The RFDS in WA

Priority system

Priorities are set to ensure that conflicting flight requests are dealt with in order of medical need and to allow operations coordinators to task aircraft and crews in the most efficient means possible to meet these needs.

Priority systems categories patients according to the urgency of the case; that is, how quickly the patient must be attended. This is not necessarily the same as the severity of the patient's illness. Some patients have a high level of urgency but may not be critically ill, for example, advanced pre-term labour. Other patients may be critically ill but relatively stable and the level of care during transport is therefore more important than speed.

Our priority system grades flights according to performance benchmarks. These relate to the delay between receipt of the call to the departure of the aircraft incorporates delays in the RFDS (Western Operations) system, including the time taken to assess the flight and assign a priority, the time taken to task the crew, and the time taken for the crew to prepare for the flight and take off. Time from take off to arrival is primarily dependent on the patient's location and distance from the nearest base over which we have little control. However the time can be improved by diversion of aircraft in the area or lengthened by resource issues which require the tasking of a crew from a base which is not the nearest.

Arrival time is important medically, particularly for locations with limited resources, and is the most obvious performance parameter in the eyes of the referring centre. In determining the priority, a judgement of the flight times involved also needs to be made, especially for patients requiring transport over long distances.

The RFDS priorities used are:

Priority 1: "life threatening emergency"

Flight departs in the shortest possible time (subject to weather and essential safety requirements).

Priority 2: "urgent medical transfer"

Flight departs promptly (within performance criteria) with flight planning requirements met on the ground.

Priority 3: "elective transfer"

Flight tasked to make best use of resources and crew hours. Once tasked, departs within performance criteria set.

Priority 1 and 2 flights cover those emergency and retrieval flights where time is an important factor in the patient's management. Priority 3 relates to routine air medical transport operations where urgency is not a key factor.

Note: there is no formal stand-by category. We define these patients as not warranting a special flight. They will be carried on an opportunity basis only, in which case they should be recorded as Priority 3 in flight documentation. This includes most returning patients.

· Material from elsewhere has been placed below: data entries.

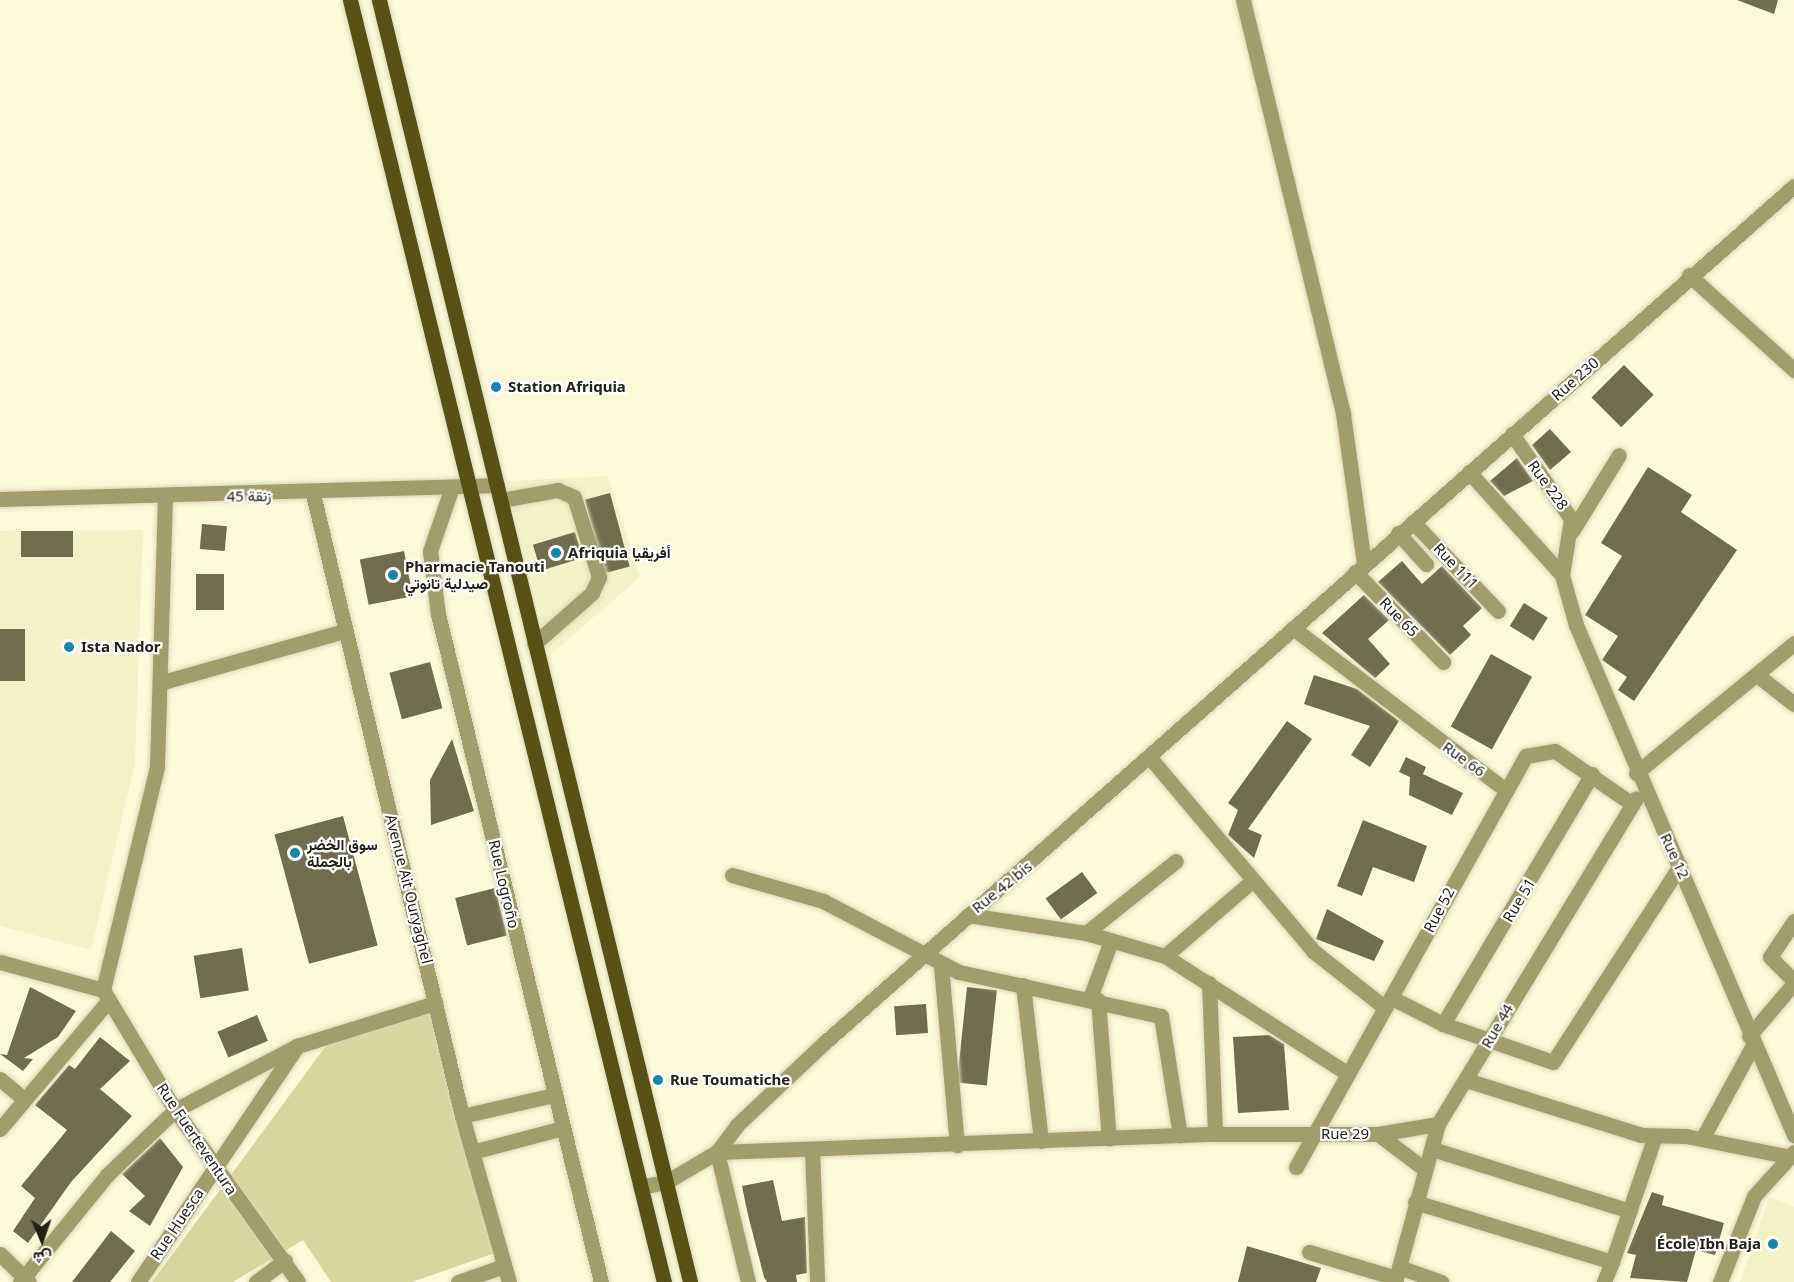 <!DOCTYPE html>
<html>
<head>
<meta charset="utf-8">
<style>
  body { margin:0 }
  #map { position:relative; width:1794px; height:1282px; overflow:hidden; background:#fcf9d8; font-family:"Noto Sans",Vazirmatn,sans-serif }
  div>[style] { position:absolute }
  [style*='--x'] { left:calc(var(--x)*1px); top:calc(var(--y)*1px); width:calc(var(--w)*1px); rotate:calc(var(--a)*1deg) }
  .built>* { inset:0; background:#f4f1c8 }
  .green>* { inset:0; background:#dad59f }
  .building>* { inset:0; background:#716e50; transform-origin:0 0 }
  .roads { filter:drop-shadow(0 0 2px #d9d7b9) drop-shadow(0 0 2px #d9d7b9) }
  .minor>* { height:15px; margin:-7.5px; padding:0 7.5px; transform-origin:7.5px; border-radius:7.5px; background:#a29d6a }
  .major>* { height:15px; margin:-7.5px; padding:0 7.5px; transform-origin:7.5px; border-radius:7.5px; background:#575115 }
  .dots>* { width:16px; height:16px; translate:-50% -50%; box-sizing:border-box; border:3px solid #fff; border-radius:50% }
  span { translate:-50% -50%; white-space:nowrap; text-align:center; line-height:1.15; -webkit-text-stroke:4.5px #fff; paint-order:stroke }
  .street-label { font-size:15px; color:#232216 }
  .poi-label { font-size:15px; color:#232216; font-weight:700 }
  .left { translate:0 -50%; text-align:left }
  .right { translate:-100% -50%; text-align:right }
  .north { position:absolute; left:12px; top:1210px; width:60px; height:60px; -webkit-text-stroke:4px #fff; paint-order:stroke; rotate:178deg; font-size:16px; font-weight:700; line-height:24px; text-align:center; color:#232216 }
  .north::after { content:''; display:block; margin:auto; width:21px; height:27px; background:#232216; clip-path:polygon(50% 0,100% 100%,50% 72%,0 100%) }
</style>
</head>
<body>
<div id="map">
  <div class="built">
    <div style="clip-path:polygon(608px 476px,640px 577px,551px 654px,507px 481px)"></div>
    <div style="clip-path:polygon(143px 530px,135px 763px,91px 950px,0 926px,0 531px)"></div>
    <div style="clip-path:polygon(1769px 1197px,1794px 1207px,1794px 1282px,1740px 1282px)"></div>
  </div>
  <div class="green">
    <div style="clip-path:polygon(439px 1005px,501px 1251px,412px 1282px,331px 1282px,303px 1240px,233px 1282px,152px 1282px,331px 1039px)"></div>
  </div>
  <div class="building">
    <div style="clip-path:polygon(1737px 0,1778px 0,1774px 14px)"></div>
    <div style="left:1624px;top:365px;width:42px;height:46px;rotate:45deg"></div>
    <div style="clip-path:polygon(1550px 429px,1571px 452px,1550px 470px,1532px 445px)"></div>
    <div style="clip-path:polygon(1517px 458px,1533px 481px,1504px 496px,1490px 481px)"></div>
    <div style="clip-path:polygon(1648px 467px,1692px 495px,1681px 512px,1737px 550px,1634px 701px,1618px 690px,1627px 677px,1602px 660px,1618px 636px,1585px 615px,1622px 556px,1601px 543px)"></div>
    <div style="left:610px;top:493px;width:76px;height:26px;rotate:75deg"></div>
    <div style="left:202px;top:524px;width:25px;height:25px;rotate:5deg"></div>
    <div style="left:21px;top:531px;width:52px;height:26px"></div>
    <div style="left:575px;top:532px;width:27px;height:44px;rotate:73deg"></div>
    <div style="left:404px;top:551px;width:46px;height:45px;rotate:79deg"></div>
    <div style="clip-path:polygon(1402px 561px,1422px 584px,1442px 566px,1482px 608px,1463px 626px,1471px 635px,1450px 655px,1378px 582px)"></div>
    <div style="left:224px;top:574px;width:36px;height:28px;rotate:90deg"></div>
    <div style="clip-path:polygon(1364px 595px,1389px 620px,1368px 639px,1390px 664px,1375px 678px,1322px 633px)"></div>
    <div style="left:1524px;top:603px;width:28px;height:27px;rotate:32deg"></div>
    <div style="left:0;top:629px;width:25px;height:52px"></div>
    <div style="left:1491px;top:654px;width:47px;height:83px;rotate:29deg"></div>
    <div style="left:430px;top:662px;width:48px;height:42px;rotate:75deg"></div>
    <div style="clip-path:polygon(1314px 675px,1357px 689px,1399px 721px,1370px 767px,1351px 755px,1370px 726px,1304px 704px)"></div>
    <div style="clip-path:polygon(1287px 721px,1312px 739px,1248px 829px,1262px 835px,1254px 858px,1228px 835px,1238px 810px,1228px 803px)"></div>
    <div style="clip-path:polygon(452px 739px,474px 811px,431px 825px,430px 780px)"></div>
    <div style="clip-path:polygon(1406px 757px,1426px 767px,1423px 774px,1463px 793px,1452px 815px,1409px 795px,1410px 777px,1399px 772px)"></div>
    <div style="left:343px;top:816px;width:134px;height:71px;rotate:75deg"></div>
    <div style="clip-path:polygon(1363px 820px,1427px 846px,1414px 882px,1373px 867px,1362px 896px,1337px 886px)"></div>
    <div style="left:1082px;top:872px;width:26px;height:45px;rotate:54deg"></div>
    <div style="left:495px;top:888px;width:49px;height:41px;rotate:76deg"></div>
    <div style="clip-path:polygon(1327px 909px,1384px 941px,1374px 961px,1316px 939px)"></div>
    <div style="left:242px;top:948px;width:43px;height:49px;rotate:81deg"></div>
    <div style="clip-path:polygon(30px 987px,76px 1011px,58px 1037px,24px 1058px,33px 1059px,23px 1071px,0 1054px,7px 1055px)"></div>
    <div style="left:967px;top:987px;width:30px;height:96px;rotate:6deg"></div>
    <div style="left:926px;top:1004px;width:29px;height:32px;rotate:86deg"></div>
    <div style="left:257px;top:1015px;width:28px;height:43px;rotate:67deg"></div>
    <div style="clip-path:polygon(1269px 1035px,1284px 1044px,1289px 1110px,1238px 1113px,1233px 1037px)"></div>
    <div style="clip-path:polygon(100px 1037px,130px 1061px,100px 1089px,132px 1116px,71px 1182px,28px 1243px,13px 1231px,35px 1198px,21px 1186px,67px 1130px,35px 1105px,69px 1065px,75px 1069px)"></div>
    <div style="clip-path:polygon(160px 1138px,183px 1167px,150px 1226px,129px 1211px,145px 1196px,122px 1174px)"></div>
    <div style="clip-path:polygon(773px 1180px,782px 1221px,805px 1217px,807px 1273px,796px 1275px,797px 1282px,767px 1282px,764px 1277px,748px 1215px,742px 1186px)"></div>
    <div style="clip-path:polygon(1652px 1192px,1664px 1196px,1662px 1205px,1724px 1223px,1715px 1255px,1696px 1250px,1687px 1282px,1630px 1278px,1636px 1255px,1627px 1253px)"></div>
    <div style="clip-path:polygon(111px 1231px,135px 1251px,110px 1282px,72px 1282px)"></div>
    <div style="clip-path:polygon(1247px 1246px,1321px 1268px,1316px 1282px,1238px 1282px)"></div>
  </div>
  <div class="roads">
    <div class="minor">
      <div style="--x:1243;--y:0;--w:426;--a:76.4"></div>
      <div style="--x:1343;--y:414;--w:150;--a:82"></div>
      <div style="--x:1689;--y:275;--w:142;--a:42.1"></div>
      <div style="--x:1512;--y:434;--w:103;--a:55.2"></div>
      <div style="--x:1571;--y:519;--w:57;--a:99.1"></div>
      <div style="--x:1562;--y:575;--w:52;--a:74.4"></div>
      <div style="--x:1576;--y:625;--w:555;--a:66.86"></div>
      <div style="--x:1469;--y:472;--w:139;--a:47.9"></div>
      <div style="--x:452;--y:487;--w:68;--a:109"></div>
      <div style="--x:430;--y:551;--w:64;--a:82.8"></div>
      <div style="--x:438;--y:614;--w:688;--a:76.29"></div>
      <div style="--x:313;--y:494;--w:640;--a:76.53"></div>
      <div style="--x:462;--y:1116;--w:173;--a:74.2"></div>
      <div style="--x:0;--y:499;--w:497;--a:-1.6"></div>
      <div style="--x:501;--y:500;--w:58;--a:-10"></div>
      <div style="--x:558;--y:490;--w:17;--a:24"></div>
      <div style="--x:574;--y:497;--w:84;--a:72.6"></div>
      <div style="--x:599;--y:577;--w:17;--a:114"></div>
      <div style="--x:592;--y:593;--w:77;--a:138.7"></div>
      <div style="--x:1413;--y:522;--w:123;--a:46.3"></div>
      <div style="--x:1572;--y:531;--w:89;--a:-58.3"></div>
      <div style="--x:1398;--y:533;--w:42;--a:47.9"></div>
      <div style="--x:1355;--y:572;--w:126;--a:45.6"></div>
      <div style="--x:1293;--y:628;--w:265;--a:37.3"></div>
      <div style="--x:1757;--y:675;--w:47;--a:38.1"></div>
      <div style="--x:163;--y:682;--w:189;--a:-15.7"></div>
      <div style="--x:1151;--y:759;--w:251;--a:49.8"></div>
      <div style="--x:1313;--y:951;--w:89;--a:38.2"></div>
      <div style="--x:1636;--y:773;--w:205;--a:-39.4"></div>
      <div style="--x:732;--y:875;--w:95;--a:15.9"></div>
      <div style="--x:823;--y:901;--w:153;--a:27.6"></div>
      <div style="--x:959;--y:972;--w:207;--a:12.3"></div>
      <div style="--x:1161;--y:1016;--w:121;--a:81"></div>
      <div style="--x:968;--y:915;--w:119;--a:8.7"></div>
      <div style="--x:1086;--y:933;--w:82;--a:16.2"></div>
      <div style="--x:1165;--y:956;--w:214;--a:32.8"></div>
      <div style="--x:1794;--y:921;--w:43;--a:123.7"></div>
      <div style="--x:1770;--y:957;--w:34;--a:45"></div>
      <div style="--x:1086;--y:933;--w:115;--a:-38.7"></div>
      <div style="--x:1165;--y:956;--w:115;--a:-40.8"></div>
      <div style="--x:0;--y:962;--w:107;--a:15.2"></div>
      <div style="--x:941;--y:966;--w:180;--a:84.9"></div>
      <div style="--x:1209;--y:983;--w:151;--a:87.7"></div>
      <div style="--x:1023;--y:985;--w:157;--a:83.4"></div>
      <div style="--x:103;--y:990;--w:230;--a:-76.4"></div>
      <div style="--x:157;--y:766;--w:268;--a:-88.3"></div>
      <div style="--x:103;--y:990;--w:140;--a:59"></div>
      <div style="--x:175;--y:1110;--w:211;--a:54.4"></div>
      <div style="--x:1090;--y:998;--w:61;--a:-69.8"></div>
      <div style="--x:1392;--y:998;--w:57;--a:27"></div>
      <div style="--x:1443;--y:1024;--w:116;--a:19.1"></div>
      <div style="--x:1553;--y:1062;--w:234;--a:-57.1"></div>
      <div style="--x:1098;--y:1000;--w:139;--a:85.5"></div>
      <div style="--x:1443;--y:1024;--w:291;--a:-59.2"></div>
      <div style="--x:1749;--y:1036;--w:70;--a:-49.7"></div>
      <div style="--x:0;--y:1079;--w:31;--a:40"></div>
      <div style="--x:1466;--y:1080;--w:183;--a:17.4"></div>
      <div style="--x:1641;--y:1135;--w:45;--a:1.3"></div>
      <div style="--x:1686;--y:1136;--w:102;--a:11.3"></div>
      <div style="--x:462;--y:1116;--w:94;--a:-12.9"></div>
      <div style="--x:0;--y:1129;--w:169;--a:-49.8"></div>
      <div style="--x:1378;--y:1134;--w:56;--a:37.1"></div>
      <div style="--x:1702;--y:1139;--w:107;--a:-61.5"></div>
      <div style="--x:812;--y:1149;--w:133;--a:87.8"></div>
      <div style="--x:1432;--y:1149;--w:207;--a:17.4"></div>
      <div style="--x:472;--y:1152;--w:94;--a:-14.8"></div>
      <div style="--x:717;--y:1152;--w:498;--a:-2.1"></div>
      <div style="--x:1215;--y:1134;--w:163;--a:0"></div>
      <div style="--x:1378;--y:1134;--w:61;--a:-9.5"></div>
      <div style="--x:717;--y:1152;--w:134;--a:76.6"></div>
      <div style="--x:1296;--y:1167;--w:471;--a:-60.8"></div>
      <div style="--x:1526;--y:756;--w:29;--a:-10"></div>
      <div style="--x:1555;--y:751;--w:93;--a:34.5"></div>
      <div style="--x:644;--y:1186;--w:22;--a:-10"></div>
      <div style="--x:666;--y:1182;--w:59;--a:-30.5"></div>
      <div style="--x:717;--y:1152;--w:34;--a:-53"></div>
      <div style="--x:737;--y:1125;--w:120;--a:-43.3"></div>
      <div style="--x:824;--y:1043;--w:1294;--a:-41.46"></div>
      <div style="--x:1415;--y:1202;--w:206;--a:16.9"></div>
      <div style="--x:1612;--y:1262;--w:22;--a:112"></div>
      <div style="--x:1309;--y:1252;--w:91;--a:16.6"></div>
      <div style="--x:0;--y:1254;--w:40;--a:44"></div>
      <div style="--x:1612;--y:1262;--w:133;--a:-71.2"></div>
      <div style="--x:1399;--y:1267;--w:45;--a:19.7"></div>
      <div style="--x:20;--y:1282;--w:138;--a:-50.9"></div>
      <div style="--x:107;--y:1175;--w:94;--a:-43.7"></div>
      <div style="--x:175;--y:1110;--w:138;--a:-27.7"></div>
      <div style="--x:297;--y:1046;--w:145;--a:-17.3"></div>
      <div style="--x:138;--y:1282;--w:285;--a:-56"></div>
      <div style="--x:256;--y:1282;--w:36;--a:-37"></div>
      <div style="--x:458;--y:1282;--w:49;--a:-19.2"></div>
      <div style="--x:1395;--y:1282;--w:164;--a:-74.8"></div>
      <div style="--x:1438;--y:1124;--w:381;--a:-58.7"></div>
      <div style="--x:1720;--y:1282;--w:92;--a:-68.4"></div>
      <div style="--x:1754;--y:1196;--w:59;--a:-47.7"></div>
    </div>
    <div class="major">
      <div style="--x:350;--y:0;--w:1320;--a:76.24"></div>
      <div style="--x:379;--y:0;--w:1319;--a:76.36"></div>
    </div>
  </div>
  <div class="dots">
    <div style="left:496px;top:387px;background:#1485ab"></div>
    <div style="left:556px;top:553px;background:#1485ab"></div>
    <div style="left:393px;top:575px;background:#1485ab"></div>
    <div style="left:69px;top:647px;background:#1485ab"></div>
    <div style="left:295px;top:853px;background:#1485ab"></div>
    <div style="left:658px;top:1080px;background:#1485ab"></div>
    <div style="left:1773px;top:1244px;background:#1485ab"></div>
  </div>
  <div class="street-label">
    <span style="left:1575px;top:379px;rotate:-41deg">Rue 230</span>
    <span style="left:1548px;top:485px;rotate:54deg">Rue 228</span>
    <span style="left:249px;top:496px;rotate:-1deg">زنقة 45</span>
    <span style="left:1456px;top:566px;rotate:46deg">Rue 111</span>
    <span style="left:1399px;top:617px;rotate:46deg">Rue 65</span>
    <span style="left:1464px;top:759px;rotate:36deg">Rue 66</span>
    <span style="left:1675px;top:856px;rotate:65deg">Rue 12</span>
    <span style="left:504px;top:884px;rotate:77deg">Rue Logroño</span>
    <span style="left:1002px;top:887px;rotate:-39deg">Rue 42 bis</span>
    <span style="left:409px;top:889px;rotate:76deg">Avenue Ait Ouryaghel</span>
    <span style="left:1519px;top:900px;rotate:-59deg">Rue 51</span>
    <span style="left:1439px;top:910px;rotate:-62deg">Rue 52</span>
    <span style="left:1497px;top:1026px;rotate:-60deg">Rue 44</span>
    <span style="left:1345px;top:1134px">Rue 29</span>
    <span style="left:197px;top:1139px;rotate:56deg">Rue Fuerteventura</span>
    <span style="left:177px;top:1224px;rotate:-56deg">Rue Huesca</span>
  </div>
  <div class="poi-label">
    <span class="left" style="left:508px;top:387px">Station Afriquia</span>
    <span class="left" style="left:568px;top:553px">Afriquia أفريقيا</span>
    <span class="left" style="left:405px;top:575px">Pharmacie Tanouti<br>صيدلية تانوتي</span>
    <span class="left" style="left:81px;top:647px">Ista Nador</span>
    <span class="left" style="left:307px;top:853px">سوق الخضر<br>بالجملة</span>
    <span class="left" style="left:670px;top:1080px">Rue Toumatiche</span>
    <span class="right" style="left:1761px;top:1244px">École Ibn Baja</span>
  </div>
  <div class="north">ش</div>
</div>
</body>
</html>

Priority 1: accident where no medical attention is available

eg. roadside, mine, station

Potentially life-threatening problem without adequate facilities

eg. heart attack, epiglottis, meningitis, respiratory failure or premature neonate in a nursing post or small hospital

Time Critical Condition

eg. arterial occlusion, aortic aneurysm, ruptured ectopic pregnancy, imminent delivery, uncontrolled haemorrhage

Priority 2: urgent medical problem where some stabilisation and treatment is possible locally but patient must be moved promptly

eg. cardiac failure, acute abdomen, pre-eclampsia, pneumonia, unstable angina, term infant with early respiratory distress, compound fractures, penetrating eye injury

Priority 3: elective inter-hospital or clinic transfer. Patient is in a stable condition with reasonable resources available

eg. conditions for investigation, patients from clinics, returning patients

May include seriously ill where time is not critical

eg. stable ventilator-dependent patient, transferred due to staff shortages

An acceptable delay period may be added to give a better indication of time frame

eg. 'within 12 hours, 24 hours, or 48 hours' or 'today or tonight'

Stand By

These patients are non-urgent, being transported for specialist review, admission for confinement (from a clinic) or may be returning patients. Alternative means of transport should be strongly considered.

Priorities are only a tool for tasking aircraft and some discretion should be used if specific needs cannot be accommodated under the definitions outlined. The priority should be set on the medical need and not to suit our operational capabilities.

Performance Objectives

Priority 1

Departs in the shortest possible time, from the nearest base, to provide the quickest response on site. Response time from initial request to departure to be less than one (1) hour.

Priority 2

Departs promptly. Only delays to accomplish priority 1 flights. Response time objective four (4) hours maximum from initial call to departure.

Priority 3

Time is not critical. Departs promptly once tasked but may be delayed to achieve greatest efficiency in aircraft use. Limited time guidelines may be provided to Coordination Centre eg. within 12, 24 or 48 hours.

Response Time Definitions

The following definitions have been in long-standing use in our aero medical service.

Response Time
Time from receipt of the first call regarding a patient transfer to departure (doors closed) time of the aircraft.

Call-to-Arrival Time
Time from receipt of the first call regarding a patient transfer to arrival and first contact with the patient.

Scene Time
Time from arrival and first contact with the patient to departure (doors closed) with the patient.

Patient Time
Time from arrival and first contact with the patient the arrival (doors open) at the destination airport.

Call-to-Destination Time
Time from receipt of the first call regarding a patient transfer to arrival (doors open) at the destination airport.

Target ETA
A time agreed with the assessing RFDS doctor and Coordination Centre on the latest time when the aircraft and crew will depart for a patient. Times exceeding this must be notified to the assessing RFDS doctor.